The monster fist crashed down to the ground again. Elle climbed onto his hand just before he lifted it back up, and before he could shake her off, she lunged onto his shoulder and broke the potion bottle right over the spot where his shoulder was chipped. The monster roared again and crumbled until he fell apart into a pile of regular, inanimate rocks. She had fallen into the grass near the pile and Novi came running over to her.
“Elle, Elle are you okay?” she asked. She took her friend’s hand and checked her Energy Band. In spite of all the energy she used, it was at eighteen percent. Elle coughed and looked up at her with a smile. “That was reckless and stupid. Why would you risk using your energy up like that for me?”
She coughed again and gave her hand a squeeze. “You think I could live with myself if I didn’t? Come on. Let’s get back to the ship.” Novi helped her up and the two of them walked through the grass toward the ship. “So, that’s what booby traps are like?” she asked, her armed draped around Novi’s shoulders as they walked.
“Yup. Fun aren’t they?”
“I would do that again. But next time, we’re bringing more potions.”

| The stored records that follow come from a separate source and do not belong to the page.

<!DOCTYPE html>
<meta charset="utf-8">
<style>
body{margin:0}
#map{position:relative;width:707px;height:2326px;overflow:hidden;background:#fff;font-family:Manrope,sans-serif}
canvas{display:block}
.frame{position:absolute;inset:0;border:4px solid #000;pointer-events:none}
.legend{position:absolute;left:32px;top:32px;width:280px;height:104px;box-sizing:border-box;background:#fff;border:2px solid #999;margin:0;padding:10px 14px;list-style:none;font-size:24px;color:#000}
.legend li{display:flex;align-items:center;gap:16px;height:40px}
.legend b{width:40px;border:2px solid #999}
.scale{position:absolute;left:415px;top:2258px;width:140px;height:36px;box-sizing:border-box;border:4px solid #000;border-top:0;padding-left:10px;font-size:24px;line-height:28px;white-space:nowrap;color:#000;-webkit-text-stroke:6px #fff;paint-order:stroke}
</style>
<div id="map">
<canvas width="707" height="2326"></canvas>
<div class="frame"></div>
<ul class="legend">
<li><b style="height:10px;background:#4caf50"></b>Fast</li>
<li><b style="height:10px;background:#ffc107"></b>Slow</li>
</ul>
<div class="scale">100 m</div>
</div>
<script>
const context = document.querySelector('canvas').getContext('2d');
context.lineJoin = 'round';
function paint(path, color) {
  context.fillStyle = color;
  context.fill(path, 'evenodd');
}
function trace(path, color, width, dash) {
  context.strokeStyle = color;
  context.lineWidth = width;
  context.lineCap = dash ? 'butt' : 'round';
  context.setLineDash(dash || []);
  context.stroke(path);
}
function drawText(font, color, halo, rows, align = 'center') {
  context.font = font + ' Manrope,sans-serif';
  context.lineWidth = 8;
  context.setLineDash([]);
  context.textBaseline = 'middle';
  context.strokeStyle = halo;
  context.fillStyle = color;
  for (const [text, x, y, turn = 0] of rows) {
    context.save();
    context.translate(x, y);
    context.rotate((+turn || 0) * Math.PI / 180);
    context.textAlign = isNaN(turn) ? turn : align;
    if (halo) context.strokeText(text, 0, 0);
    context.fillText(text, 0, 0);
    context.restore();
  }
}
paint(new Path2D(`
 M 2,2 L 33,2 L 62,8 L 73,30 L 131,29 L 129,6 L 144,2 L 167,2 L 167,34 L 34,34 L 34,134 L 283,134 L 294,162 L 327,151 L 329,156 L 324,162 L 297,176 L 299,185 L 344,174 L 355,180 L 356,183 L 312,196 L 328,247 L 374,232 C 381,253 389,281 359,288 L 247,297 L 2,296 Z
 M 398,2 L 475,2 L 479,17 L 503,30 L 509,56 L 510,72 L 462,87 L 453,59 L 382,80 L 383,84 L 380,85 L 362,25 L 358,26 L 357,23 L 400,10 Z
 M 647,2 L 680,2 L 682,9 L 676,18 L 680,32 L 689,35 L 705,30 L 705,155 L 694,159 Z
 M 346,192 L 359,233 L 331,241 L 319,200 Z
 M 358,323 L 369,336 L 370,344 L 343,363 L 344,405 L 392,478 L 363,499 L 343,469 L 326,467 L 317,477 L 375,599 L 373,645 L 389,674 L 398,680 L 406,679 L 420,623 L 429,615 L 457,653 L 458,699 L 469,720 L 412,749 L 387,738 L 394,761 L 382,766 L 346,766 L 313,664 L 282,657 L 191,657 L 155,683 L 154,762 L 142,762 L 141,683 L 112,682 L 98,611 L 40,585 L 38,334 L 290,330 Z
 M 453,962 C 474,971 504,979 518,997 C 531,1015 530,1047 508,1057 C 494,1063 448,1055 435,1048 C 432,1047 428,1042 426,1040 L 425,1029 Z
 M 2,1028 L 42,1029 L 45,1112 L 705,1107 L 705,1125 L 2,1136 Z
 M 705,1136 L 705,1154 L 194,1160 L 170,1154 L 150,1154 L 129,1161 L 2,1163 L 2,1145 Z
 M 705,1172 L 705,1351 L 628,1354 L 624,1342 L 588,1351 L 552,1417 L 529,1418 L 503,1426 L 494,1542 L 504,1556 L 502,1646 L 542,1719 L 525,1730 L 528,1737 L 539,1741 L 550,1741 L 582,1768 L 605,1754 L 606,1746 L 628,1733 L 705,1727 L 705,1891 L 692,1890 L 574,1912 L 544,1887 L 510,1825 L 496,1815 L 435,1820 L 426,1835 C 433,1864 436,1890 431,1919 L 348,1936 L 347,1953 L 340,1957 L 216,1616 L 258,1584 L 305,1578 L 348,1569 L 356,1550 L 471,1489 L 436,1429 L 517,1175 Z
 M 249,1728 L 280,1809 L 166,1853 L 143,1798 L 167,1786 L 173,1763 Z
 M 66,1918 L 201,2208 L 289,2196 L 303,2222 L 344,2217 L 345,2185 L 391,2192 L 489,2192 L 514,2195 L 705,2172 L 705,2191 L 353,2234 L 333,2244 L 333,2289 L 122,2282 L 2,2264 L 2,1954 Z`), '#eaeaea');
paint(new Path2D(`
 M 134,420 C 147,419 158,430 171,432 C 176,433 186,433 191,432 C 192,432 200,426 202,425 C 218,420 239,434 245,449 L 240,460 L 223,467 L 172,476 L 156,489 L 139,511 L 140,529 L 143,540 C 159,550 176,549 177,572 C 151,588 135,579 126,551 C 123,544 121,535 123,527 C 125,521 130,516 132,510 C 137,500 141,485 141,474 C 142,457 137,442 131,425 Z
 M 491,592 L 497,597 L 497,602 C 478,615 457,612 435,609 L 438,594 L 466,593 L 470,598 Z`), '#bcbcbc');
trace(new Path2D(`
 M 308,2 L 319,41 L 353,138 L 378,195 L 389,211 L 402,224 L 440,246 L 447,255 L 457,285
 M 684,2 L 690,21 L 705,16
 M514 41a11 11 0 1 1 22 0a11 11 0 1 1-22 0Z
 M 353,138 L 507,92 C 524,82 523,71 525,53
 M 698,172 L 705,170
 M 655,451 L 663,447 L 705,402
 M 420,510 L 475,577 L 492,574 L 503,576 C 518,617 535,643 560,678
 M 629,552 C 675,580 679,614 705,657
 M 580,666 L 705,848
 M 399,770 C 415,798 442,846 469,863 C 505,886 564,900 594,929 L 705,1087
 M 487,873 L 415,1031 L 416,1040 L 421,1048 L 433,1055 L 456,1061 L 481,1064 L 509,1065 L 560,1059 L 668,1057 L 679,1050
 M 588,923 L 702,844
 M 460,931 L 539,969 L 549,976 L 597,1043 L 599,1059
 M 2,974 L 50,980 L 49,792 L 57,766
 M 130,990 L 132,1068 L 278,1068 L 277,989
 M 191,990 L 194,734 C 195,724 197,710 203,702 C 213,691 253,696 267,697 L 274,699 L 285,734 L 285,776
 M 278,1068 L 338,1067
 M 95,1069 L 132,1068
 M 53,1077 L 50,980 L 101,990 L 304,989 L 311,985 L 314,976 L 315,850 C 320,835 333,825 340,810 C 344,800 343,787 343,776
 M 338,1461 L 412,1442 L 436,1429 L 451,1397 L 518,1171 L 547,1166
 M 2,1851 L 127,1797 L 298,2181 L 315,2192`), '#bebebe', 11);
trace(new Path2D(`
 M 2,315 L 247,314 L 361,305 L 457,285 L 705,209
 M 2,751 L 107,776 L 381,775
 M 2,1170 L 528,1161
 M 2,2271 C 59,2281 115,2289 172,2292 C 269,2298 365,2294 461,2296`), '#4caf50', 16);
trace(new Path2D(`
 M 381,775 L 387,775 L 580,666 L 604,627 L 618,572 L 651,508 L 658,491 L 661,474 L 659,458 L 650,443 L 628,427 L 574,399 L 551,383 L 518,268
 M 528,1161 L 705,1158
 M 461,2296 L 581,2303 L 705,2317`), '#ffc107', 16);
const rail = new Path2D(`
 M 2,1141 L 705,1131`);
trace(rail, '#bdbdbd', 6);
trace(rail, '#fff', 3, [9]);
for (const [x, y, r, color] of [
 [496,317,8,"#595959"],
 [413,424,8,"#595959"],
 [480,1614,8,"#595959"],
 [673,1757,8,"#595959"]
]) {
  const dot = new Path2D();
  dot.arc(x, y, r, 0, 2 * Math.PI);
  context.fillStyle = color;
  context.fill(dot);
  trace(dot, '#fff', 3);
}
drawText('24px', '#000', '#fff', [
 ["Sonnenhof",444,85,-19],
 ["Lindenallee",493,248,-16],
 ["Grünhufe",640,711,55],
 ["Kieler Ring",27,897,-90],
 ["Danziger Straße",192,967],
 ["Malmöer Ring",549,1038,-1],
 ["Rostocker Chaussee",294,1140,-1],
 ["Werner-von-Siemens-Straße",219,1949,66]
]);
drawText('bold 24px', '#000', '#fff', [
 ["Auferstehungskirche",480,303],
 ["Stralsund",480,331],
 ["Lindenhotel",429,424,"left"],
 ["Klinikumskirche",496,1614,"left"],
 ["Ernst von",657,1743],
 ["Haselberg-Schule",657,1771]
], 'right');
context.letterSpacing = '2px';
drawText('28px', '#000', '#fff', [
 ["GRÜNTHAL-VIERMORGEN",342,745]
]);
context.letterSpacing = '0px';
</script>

“You’re not mad at me for keeping the stone?”
“No way. Like you said, we earned it,” Elle said. They made their way to the door of the ship and took one last look at the beautiful field. “It’s been fun.”
“We shall see you again, Decorum.” They went inside the ship and were greeted by the smell of food. Sabik was in the small kitchen area and had prepared a pot of stew.
“I made us some supper. We can’t have our pilot passing out on us,” he said. They each ate a cup of stew and Novi made Elle wait until her Energy Band was at seventy percent before she let her return to the pilot seat. After they had all eaten stew and drank juice and had sweet bread, they sat in their seats and prepared for takeoff. “Where are we going?”
Elle put her keys in the ignition and felt the engine roar to life. “I don’t know. Someplace nice, with a beautiful ocean. I think we all deserve to relax.”
“The planet Tellsomna is a beautiful place. It has a lot of peaceful locations, and it’s on the way home,” Novi said.
Elle nodded. “Tellsomna it is. Are you ready, co-pilot?”
“And are you ready, Sabik?”
“I’m ready,” he said. Elle gave Novi’s hand a squeeze and prepared the ship for takeoff. They hovered into the air, flew higher into the sky and beyond the clouds, until they were flying through the stars and the nebulas once again.